## [MATERIAL SHOWN]
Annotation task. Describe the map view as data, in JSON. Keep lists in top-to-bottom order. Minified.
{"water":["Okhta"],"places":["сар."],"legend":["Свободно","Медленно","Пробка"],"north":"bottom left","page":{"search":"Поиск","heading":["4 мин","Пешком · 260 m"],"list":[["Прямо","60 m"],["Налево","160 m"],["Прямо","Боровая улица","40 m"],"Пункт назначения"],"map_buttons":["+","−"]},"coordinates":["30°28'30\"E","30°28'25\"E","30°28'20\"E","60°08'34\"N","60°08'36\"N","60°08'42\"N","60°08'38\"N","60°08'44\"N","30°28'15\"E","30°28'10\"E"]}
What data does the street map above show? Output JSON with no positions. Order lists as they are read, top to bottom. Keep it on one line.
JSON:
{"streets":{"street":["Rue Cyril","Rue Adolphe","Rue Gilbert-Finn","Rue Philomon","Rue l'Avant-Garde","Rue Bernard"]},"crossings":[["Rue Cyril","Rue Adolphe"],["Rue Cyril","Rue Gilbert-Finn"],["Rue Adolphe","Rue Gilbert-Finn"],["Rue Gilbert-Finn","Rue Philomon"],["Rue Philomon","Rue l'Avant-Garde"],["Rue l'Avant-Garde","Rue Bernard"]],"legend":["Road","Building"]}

## [TASK REQUIREMENTS]
Exact lines only, please: output the listing from the first line to the line with "What data does", both included.

## [TASK RESULT]
Annotation task. Describe the map view as data, in JSON. Keep lists in top-to-bottom order. Minified.
{"water":["Okhta"],"places":["сар."],"legend":["Свободно","Медленно","Пробка"],"north":"bottom left","page":{"search":"Поиск","heading":["4 мин","Пешком · 260 m"],"list":[["Прямо","60 m"],["Налево","160 m"],["Прямо","Боровая улица","40 m"],"Пункт назначения"],"map_buttons":["+","−"]},"coordinates":["30°28'30\"E","30°28'25\"E","30°28'20\"E","60°08'34\"N","60°08'36\"N","60°08'42\"N","60°08'38\"N","60°08'44\"N","30°28'15\"E","30°28'10\"E"]}
What data does the street map above show? Output JSON with no positions. Order lists as they are read, top to bottom. Keep it on one line.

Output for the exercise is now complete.